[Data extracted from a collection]
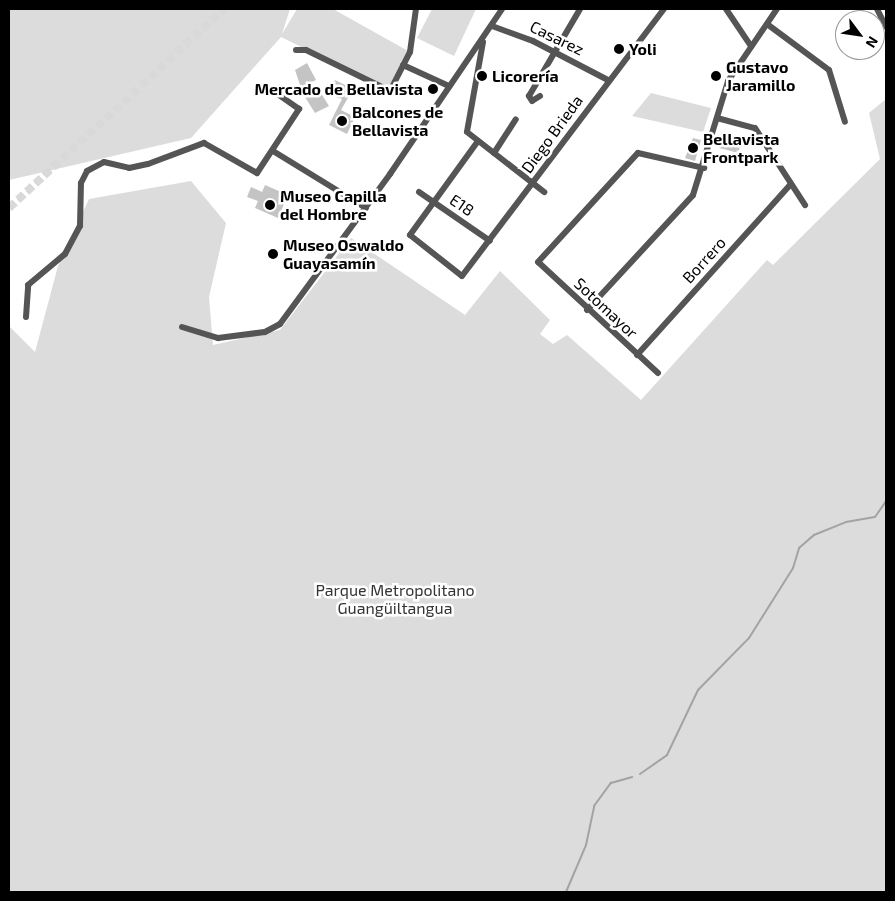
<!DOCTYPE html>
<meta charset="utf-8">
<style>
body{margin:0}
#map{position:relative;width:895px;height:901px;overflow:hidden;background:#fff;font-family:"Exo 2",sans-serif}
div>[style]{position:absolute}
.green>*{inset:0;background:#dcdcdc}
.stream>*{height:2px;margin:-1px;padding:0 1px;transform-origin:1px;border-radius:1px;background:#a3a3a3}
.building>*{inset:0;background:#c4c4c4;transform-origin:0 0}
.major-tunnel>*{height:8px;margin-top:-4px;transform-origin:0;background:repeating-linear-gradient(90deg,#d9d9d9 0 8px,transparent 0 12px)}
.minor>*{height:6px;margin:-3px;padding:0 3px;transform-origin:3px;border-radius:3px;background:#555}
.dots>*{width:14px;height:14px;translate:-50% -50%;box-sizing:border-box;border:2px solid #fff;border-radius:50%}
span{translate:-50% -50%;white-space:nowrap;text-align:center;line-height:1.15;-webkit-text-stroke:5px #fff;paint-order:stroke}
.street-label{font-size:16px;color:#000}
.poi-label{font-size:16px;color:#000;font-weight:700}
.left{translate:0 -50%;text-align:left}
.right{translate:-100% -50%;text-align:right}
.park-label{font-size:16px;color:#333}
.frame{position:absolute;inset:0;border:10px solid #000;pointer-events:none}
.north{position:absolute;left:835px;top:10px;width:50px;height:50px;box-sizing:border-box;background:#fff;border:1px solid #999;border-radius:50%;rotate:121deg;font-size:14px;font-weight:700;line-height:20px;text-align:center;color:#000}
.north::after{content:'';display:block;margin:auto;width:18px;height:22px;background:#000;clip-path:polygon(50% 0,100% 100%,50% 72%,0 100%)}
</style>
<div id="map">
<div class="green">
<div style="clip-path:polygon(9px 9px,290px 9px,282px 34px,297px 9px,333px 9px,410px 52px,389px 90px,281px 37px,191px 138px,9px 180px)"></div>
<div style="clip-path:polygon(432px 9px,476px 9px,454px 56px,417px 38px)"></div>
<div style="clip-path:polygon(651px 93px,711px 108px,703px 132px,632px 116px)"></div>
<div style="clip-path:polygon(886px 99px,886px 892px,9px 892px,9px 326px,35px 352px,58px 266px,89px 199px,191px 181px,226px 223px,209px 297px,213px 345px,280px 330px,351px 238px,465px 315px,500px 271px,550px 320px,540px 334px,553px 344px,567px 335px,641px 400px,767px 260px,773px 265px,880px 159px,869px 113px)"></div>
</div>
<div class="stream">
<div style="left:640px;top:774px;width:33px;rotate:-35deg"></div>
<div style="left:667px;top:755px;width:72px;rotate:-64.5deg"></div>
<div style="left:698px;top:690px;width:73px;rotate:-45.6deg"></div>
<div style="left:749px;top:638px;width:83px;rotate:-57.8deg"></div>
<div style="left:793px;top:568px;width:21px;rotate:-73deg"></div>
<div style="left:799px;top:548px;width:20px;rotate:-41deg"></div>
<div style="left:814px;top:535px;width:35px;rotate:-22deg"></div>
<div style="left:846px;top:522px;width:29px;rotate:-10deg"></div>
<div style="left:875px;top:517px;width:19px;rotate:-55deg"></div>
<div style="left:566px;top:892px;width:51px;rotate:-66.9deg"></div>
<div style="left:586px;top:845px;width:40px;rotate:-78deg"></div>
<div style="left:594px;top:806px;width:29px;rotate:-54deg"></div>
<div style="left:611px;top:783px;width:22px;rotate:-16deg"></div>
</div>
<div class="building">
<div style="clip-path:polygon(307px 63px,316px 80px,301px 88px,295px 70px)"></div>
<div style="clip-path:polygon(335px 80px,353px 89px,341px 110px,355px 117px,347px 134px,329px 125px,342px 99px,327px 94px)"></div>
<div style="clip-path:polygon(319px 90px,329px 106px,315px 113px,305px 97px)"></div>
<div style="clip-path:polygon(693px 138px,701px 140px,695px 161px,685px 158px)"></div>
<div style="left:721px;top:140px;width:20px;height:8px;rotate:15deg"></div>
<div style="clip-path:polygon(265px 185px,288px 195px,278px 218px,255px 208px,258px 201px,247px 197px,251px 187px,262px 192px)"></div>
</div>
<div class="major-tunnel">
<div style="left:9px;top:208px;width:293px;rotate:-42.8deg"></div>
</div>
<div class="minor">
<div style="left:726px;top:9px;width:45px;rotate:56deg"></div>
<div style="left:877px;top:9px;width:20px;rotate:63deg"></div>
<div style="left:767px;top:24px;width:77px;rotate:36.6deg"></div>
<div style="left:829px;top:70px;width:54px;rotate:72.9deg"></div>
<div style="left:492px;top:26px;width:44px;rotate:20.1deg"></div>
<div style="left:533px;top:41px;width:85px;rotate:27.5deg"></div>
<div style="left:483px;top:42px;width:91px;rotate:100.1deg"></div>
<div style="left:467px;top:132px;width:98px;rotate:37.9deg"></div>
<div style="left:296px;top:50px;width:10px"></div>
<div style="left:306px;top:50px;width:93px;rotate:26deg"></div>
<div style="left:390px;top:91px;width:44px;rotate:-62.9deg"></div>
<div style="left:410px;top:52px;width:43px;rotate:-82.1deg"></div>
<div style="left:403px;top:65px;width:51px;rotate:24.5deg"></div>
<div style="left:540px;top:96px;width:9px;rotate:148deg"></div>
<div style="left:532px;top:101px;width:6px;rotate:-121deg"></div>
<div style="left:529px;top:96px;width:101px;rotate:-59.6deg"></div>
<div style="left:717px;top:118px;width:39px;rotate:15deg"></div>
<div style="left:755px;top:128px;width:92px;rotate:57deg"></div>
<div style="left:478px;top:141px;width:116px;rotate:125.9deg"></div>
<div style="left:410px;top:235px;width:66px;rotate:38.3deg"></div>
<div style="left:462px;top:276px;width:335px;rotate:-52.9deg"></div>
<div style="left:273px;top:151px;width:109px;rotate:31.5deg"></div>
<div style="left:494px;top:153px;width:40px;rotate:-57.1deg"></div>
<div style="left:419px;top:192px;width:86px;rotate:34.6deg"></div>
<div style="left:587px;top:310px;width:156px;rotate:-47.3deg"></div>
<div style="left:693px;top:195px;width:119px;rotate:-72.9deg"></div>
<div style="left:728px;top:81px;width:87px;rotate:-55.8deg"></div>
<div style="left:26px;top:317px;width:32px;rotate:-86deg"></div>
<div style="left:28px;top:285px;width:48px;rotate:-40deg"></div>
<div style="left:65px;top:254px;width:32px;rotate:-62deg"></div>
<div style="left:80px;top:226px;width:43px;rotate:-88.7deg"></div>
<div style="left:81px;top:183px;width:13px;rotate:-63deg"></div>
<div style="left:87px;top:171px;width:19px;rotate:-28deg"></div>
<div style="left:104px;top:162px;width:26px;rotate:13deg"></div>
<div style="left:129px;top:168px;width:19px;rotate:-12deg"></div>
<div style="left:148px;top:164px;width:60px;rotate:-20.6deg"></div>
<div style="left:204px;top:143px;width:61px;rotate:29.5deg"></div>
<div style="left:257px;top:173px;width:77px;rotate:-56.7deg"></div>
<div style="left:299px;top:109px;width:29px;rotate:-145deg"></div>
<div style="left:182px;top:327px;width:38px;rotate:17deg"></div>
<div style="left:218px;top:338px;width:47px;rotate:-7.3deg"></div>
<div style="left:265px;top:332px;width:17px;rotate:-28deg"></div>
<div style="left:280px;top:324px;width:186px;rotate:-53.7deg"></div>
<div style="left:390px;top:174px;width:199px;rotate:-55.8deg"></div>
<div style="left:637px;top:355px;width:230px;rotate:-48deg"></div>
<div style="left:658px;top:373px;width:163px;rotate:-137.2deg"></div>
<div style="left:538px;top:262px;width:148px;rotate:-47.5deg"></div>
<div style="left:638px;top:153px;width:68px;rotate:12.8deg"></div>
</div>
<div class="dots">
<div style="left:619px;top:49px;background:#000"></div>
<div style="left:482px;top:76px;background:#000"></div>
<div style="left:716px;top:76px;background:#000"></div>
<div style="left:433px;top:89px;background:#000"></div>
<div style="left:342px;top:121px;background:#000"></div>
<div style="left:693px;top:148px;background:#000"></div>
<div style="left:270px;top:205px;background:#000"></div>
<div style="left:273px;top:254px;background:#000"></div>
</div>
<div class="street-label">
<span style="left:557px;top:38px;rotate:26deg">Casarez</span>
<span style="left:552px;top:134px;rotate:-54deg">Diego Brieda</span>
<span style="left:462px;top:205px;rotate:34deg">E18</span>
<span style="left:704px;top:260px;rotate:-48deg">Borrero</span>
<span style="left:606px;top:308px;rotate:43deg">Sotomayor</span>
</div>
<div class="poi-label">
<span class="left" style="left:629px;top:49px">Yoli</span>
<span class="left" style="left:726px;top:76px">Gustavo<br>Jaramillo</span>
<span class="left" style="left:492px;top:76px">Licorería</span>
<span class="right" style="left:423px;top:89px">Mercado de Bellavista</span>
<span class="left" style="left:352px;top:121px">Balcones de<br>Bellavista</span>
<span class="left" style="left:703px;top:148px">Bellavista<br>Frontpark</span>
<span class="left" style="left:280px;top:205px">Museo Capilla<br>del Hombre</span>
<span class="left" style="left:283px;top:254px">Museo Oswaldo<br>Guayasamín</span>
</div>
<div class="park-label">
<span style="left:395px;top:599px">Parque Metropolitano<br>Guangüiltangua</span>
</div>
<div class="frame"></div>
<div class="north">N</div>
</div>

To do → Your answer should consist of the lines above that hold the word "stream".

Response to this task →
.stream>*{height:2px;margin:-1px;padding:0 1px;transform-origin:1px;border-radius:1px;background:#a3a3a3}
<div class="stream">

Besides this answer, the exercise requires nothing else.